#### [Task details]
All lines of the listing below are to be printed again exactly.

#### [Supplied data]

* * * * * * *

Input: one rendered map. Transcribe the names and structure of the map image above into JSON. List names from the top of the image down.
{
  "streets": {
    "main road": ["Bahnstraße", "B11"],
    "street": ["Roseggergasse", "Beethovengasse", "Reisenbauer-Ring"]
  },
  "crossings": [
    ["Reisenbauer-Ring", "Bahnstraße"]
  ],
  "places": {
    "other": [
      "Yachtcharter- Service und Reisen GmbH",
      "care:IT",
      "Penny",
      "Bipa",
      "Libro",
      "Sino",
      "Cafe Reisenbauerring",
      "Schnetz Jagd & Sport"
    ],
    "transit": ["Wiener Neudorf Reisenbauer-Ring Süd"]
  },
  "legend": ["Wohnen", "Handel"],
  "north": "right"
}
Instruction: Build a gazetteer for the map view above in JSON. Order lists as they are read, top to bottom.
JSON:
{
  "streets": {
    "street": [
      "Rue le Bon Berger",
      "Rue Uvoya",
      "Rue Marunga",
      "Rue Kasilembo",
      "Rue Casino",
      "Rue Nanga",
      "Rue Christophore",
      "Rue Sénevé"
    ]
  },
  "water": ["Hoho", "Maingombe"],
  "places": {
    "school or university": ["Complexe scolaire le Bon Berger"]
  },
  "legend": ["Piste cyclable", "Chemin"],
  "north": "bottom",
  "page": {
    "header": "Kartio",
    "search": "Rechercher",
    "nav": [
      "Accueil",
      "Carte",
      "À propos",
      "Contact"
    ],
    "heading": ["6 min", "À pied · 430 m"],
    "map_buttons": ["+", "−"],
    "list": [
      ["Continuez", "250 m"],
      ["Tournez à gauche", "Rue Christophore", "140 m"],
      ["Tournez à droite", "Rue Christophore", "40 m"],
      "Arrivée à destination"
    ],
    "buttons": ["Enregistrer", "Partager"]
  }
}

* * * * * * *

#### [Response]
Input: one rendered map. Transcribe the names and structure of the map image above into JSON. List names from the top of the image down.
{
  "streets": {
    "main road": ["Bahnstraße", "B11"],
    "street": ["Roseggergasse", "Beethovengasse", "Reisenbauer-Ring"]
  },
  "crossings": [
    ["Reisenbauer-Ring", "Bahnstraße"]
  ],
  "places": {
    "other": [
      "Yachtcharter- Service und Reisen GmbH",
      "care:IT",
      "Penny",
      "Bipa",
      "Libro",
      "Sino",
      "Cafe Reisenbauerring",
      "Schnetz Jagd & Sport"
    ],
    "transit": ["Wiener Neudorf Reisenbauer-Ring Süd"]
  },
  "legend": ["Wohnen", "Handel"],
  "north": "right"
}
Instruction: Build a gazetteer for the map view above in JSON. Order lists as they are read, top to bottom.
JSON:
{
  "streets": {
    "street": [
      "Rue le Bon Berger",
      "Rue Uvoya",
      "Rue Marunga",
      "Rue Kasilembo",
      "Rue Casino",
      "Rue Nanga",
      "Rue Christophore",
      "Rue Sénevé"
    ]
  },
  "water": ["Hoho", "Maingombe"],
  "places": {
    "school or university": ["Complexe scolaire le Bon Berger"]
  },
  "legend": ["Piste cyclable", "Chemin"],
  "north": "bottom",
  "page": {
    "header": "Kartio",
    "search": "Rechercher",
    "nav": [
      "Accueil",
      "Carte",
      "À propos",
      "Contact"
    ],
    "heading": ["6 min", "À pied · 430 m"],
    "map_buttons": ["+", "−"],
    "list": [
      ["Continuez", "250 m"],
      ["Tournez à gauche", "Rue Christophore", "140 m"],
      ["Tournez à droite", "Rue Christophore", "40 m"],
      "Arrivée à destination"
    ],
    "buttons": ["Enregistrer", "Partager"]
  }
}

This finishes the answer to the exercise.